Studio album by Phyllis Hyman
- Released: May 9, 1983
- Recorded: 1982–1983
- Studio: Sigma Sound, Philadelphia, Pennsylvania; Automatt, San Francisco, California;
- Genre: R&B; soul; funk;
- Length: 40:39
- Label: Arista
- Producer: Thom Bell Narada Michael Walden (For Perfection Light Productions);

Phyllis Hyman chronology
| Can't We Fall in Love Again? (1981) | Goddess of Love (1983) | Living All Alone (1986) |

Singles from Goddess of Love
- "Riding the Tiger" Released: May 1983; "Why Did You Turn Me On" Released: September 1983;

= Goddess of Love (album) =

Goddess of Love is the sixth album by American soul singer-songwriter Phyllis Hyman.
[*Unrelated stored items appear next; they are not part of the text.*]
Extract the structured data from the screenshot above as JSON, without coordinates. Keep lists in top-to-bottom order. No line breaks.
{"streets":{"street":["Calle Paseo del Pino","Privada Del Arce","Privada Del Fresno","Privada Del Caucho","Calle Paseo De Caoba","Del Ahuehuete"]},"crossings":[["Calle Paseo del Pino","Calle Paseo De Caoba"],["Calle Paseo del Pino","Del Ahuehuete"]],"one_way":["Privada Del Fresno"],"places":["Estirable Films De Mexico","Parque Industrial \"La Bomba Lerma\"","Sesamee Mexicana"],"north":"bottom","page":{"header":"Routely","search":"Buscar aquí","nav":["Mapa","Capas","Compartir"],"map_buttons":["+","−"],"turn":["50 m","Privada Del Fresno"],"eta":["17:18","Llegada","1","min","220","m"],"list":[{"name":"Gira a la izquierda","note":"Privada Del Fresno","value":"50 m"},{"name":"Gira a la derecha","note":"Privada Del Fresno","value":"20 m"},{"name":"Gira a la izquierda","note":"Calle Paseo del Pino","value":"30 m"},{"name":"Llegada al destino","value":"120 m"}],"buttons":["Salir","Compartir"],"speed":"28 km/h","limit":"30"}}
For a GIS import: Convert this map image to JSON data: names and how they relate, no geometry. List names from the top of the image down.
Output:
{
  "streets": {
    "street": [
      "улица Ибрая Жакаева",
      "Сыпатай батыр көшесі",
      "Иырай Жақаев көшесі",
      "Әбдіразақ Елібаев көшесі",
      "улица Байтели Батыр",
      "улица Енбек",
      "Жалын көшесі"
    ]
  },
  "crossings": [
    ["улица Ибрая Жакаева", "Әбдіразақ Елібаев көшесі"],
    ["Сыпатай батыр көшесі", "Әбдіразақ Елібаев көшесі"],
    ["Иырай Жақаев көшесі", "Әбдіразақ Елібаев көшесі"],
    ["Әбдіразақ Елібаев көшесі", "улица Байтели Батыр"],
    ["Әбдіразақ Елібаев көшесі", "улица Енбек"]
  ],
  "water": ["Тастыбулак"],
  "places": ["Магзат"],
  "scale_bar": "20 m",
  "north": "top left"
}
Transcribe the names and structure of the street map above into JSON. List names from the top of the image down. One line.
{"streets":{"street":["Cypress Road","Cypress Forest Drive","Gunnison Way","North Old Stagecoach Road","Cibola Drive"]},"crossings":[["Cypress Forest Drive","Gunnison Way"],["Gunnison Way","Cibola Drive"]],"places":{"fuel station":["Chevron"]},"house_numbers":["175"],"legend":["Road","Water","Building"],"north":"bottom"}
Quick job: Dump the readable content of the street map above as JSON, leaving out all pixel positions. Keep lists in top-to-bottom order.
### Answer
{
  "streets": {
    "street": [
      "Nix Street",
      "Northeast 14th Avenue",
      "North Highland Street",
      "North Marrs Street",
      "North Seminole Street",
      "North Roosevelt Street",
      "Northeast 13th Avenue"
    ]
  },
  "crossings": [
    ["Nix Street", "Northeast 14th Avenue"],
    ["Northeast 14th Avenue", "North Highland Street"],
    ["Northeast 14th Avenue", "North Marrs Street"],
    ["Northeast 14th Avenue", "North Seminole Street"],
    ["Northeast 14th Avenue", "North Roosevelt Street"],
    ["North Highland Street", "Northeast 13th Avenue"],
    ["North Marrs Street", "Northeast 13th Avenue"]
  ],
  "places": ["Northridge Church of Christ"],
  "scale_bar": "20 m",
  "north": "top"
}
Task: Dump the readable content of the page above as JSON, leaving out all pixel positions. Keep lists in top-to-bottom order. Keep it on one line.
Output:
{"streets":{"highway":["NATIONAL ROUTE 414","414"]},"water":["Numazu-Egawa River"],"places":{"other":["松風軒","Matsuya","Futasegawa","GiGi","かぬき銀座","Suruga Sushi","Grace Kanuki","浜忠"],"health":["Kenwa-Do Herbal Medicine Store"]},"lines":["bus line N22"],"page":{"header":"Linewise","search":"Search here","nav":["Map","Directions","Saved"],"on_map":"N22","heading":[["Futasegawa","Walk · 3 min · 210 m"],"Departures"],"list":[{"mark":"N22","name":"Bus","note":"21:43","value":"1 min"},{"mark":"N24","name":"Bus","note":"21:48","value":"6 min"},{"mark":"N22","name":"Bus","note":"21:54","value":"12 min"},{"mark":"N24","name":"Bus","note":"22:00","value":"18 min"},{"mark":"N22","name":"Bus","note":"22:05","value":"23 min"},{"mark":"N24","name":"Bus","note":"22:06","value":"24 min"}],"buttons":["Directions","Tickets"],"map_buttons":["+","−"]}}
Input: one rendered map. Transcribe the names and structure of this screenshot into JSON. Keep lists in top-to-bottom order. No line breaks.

It was released by Arista Records in 1983.

Professional ratings
Review scores
| Source | Rating |
| AllMusic | Star |

==Background==
===Singles===
"Riding the Tiger" was released as the album's first single in the United States in May 1983. The 7" single included an edited version of the song on the A-side and an instrumental version on the B-side. The 12" single included an extended "Dance version" instead. "Riding the Tiger" was also released as a single in the United Kingdom and Germany.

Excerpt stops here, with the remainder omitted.